Verlag: Heyne
Erschienen: 05.12.2005
Seiten: 336
Genre: Psychothriller, Horror
Klappentext
Die USA in den 50er-Jahren. Nach außen hin eine heile Welt, doch inmitten der amerikanischen Vorstadtidylle wird ein Junge mit unvorstellbaren Grausamkeiten konfrontiert. Jack Ketchum zeigt in seinem beunruhigenden, grenzüberschreitenden Horrorthriller die Abgründe der menschlichen Seele auf.
Cover: 5/6
Schreibstil: 6/6
Handlung: 5/6
Charaktere: 6/6
Spannung: 5/6
Fesselnd: 5/6
Fazit
Tja, das ist mir auch noch nicht passiert. So während dem Lesen denke immer wieder, irgendwie kommt mir das alles bekannt vor.

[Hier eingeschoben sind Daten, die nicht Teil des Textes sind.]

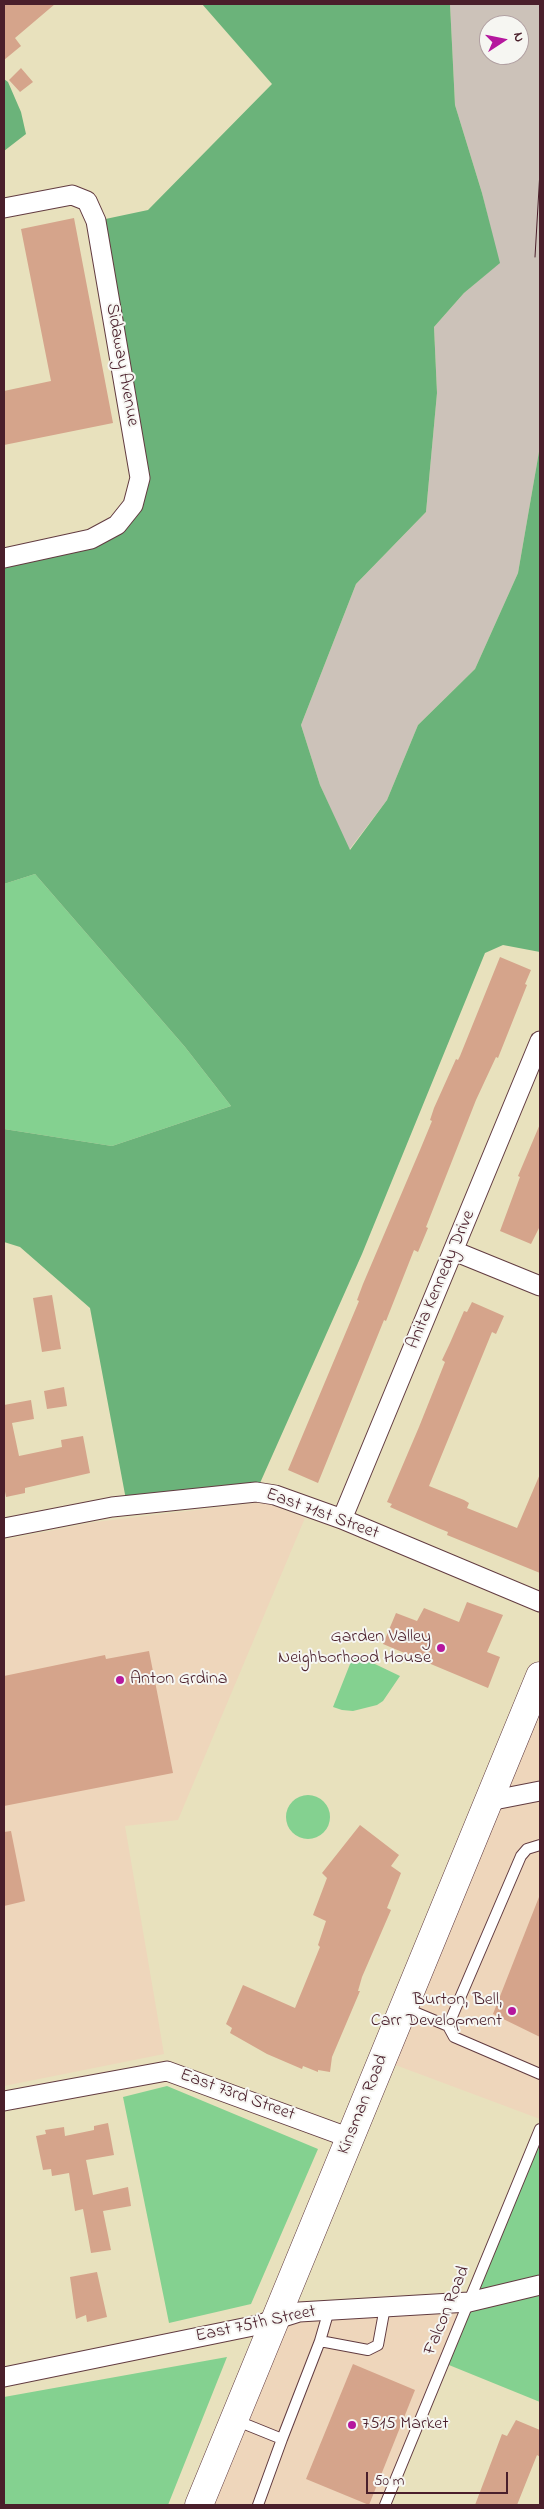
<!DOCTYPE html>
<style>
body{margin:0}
#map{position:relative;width:544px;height:2509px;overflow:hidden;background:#e8e1bd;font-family:"Indie Flower",sans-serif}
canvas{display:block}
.frame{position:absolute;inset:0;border:5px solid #4a1f2b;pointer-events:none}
.north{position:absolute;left:479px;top:15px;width:50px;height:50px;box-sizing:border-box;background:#f6f6f2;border:1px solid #b1a0a2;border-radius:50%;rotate:79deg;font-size:14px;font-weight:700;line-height:20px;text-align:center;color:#4a1f2b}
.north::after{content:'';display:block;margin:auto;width:18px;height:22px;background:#b5179e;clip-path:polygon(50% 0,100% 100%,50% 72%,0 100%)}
.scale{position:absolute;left:366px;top:2472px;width:142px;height:22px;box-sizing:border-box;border:2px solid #4a1f2b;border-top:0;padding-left:6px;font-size:15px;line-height:18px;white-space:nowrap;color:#4a1f2b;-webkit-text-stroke:4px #f6f6f2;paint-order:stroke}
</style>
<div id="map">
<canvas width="544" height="2509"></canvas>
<div class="frame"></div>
<div class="north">N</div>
<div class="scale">50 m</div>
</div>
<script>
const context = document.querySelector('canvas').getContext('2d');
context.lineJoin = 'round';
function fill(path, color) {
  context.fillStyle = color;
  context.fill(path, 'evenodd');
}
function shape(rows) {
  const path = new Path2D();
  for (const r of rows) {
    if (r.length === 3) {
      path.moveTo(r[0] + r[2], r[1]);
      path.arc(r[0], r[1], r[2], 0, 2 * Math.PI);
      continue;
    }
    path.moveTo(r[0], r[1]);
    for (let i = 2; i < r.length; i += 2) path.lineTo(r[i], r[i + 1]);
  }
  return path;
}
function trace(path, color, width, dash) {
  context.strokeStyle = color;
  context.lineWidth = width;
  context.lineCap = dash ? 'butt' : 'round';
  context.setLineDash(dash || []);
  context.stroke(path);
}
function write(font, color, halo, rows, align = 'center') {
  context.font = font + ' "Indie Flower",sans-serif';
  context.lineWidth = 4;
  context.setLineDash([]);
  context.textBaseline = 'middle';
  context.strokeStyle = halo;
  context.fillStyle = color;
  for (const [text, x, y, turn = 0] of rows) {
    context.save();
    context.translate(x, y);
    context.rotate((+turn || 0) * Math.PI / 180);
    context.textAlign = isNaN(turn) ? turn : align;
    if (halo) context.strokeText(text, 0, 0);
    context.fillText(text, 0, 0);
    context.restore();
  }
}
fill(shape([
 [256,1503,269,1504,305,1518,178,1820,125,1826,164,2054,4,2086,4,1540,95,1522],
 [540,1676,540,2119,382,2060],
 [469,2302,385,2505,199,2505,278,2318]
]), '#eed6bb');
fill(shape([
 [450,4,540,4,540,446,518,573,475,669,418,725,387,800,349,850,320,785,301,725,356,584,426,512,437,393,434,327,464,293,499,263,482,193,455,105],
 [489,25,519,25,519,55,489,55]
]), '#ccc2b9');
fill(shape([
 [35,874,185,1047,231,1106,112,1146,4,1129,4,884],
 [354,1654,400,1676,383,1701,377,1705,353,1711,342,1710,333,1707],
 [308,1817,22],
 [167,2086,318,2149,251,2304,169,2323,123,2097],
 [540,2129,540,2402,444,2363],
 [227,2357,168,2505,4,2505,4,2397]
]), '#84d190');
fill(shape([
 [202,4,450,4,455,105,482,193,500,263,464,293,434,327,437,393,426,512,356,584,301,725,320,785,350,850,387,800,418,725,475,669,518,573,540,446,540,952,503,945,485,953,362,1254,256,1492,127,1505,90,1308,20,1247,4,1242,4,1129,112,1146,231,1106,185,1047,35,874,4,884,4,558,117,525,140,478,96,221,148,210,272,84],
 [4,79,8,82,21,112,26,134,4,151]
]), '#6bb37a');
fill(shape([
 [4,4,55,4,15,38,21,46,4,60],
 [21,68,33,82,20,92,9,80],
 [74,218,113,423,4,445,4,391,51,381,21,229],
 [500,957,531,970,525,984,527,985,498,1058,496,1057,476,1100,426,1227,428,1228,418,1252,414,1250,386,1321,384,1320,318,1483,288,1470,359,1301,357,1300,363,1284,420,1150,432,1121,430,1120,434,1108,456,1059,458,1060,460,1056],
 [540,1124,540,1226,531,1244,500,1231,520,1177,518,1176],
 [52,1295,61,1349,42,1352,33,1298],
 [472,1302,504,1316,496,1334,492,1332,429,1486,464,1500,469,1503,467,1508,517,1528,540,1474,540,1573,447,1535,448,1532,438,1528,390,1507,392,1504,387,1502,419,1427,445,1362,442,1360,450,1343,464,1311,467,1312],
 [64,1387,67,1406,47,1409,44,1391],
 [31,1400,34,1419,12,1423,19,1456,62,1447,61,1440,83,1436,90,1473,25,1488,25,1493,6,1497,4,1486,4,1405],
 [467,1602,503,1615,487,1652,500,1657,488,1688,383,1644,396,1613,417,1621,424,1608,459,1622],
 [149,1651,173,1773,4,1806,4,1676,105,1655,106,1659],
 [360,1825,399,1855,391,1866,401,1873,387,1908,391,1910,362,1977,358,1991,360,1991,332,2057,330,2072,318,2070,318,2072,303,2066,302,2069,267,2054,230,2033,232,2028,226,2024,243,1985,295,2008,320,1947,318,1945,326,1921,313,1915,327,1878,322,1873],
 [11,1831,25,1901,4,1906,4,1832],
 [539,1897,540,1897,540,2037,493,2014],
 [108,2123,114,2155,86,2160,93,2195,128,2187,131,2206,103,2211,111,2250,91,2253,83,2209,75,2211,69,2173,52,2176,51,2169,43,2170,36,2136,46,2134,45,2130,64,2127,65,2136,94,2130,94,2126],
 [97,2272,107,2317,87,2322,86,2315,76,2319,70,2277],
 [353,2364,415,2390,369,2505,306,2479],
 [516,2420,540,2430,540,2457,537,2455,517,2505,475,2505,502,2434,507,2436]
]), '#d5a48b');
const lane = shape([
 [405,2008,448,2026,521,1856,527,1849,540,1845],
 [448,2026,454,2037,540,2074],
 [329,2310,320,2341,368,2350,378,2345,385,2307],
 [235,2420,282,2439,320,2341],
 [258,2505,282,2439],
 [385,2505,540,2129]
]);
const street = shape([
 [4,208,72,195,87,201,96,221,140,478,133,505,117,525,91,539,4,558],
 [454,1251,540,1286],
 [342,1519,540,1041],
 [4,1528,112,1507,256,1492,275,1495,342,1519,540,1602],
 [489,1801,540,1791],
 [4,2101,167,2071,350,2138],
 [4,2377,258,2325,299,2312,469,2302,540,2285]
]);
const primary = shape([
 [199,2505,540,1676]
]);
trace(lane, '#623c41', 12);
trace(street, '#623c41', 21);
trace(primary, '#623c41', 29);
trace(lane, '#fff', 10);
trace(street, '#fff', 19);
trace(primary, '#fff', 28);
trace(shape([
 [535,257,540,171]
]), '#4a1f2b', 1);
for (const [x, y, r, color] of [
 [441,1648,5,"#b5179e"],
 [120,1680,5,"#b5179e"],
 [512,2011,5,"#b5179e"],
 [352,2425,5,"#b5179e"]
]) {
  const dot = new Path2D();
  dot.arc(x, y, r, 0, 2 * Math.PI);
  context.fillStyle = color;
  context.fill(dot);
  trace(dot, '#f6f6f2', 2);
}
write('18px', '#4a1f2b', '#f6f6f2', [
 ["Sidaway Avenue",121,365,80],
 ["Anita Kennedy Drive",442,1280,-67],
 ["East 71st Street",322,1515,20],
 ["East 73rd Street",237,2096,20],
 ["Kinsman Road",364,2105,-68],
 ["Falcon Road",448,2311,-68],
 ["East 75th Street",256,2325,-12]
]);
write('18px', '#4a1f2b', '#f6f6f2', [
 ["Garden Valley",431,1638],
 ["Neighborhood House",431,1659],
 ["Anton Grdina",130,1680,"left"],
 ["Burton, Bell,",502,2001],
 ["Carr Development",502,2022],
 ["7515 Market",362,2425,"left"]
], 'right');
</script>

Und nach einigen Seiten war mir klar, dass ich das Buch schon gelesen habe, das ist aber bestimmt schon 20 Jahre her. Die Verfilmung habe ich auch schon gesehen. Der Klappentext hat jetzt nicht so viel hergegeben, so dass ich mich einfach nicht mehr daran erinnern konnte. Also war das ein unfreiwilliger reread, ich habe es aber auch nicht bereut.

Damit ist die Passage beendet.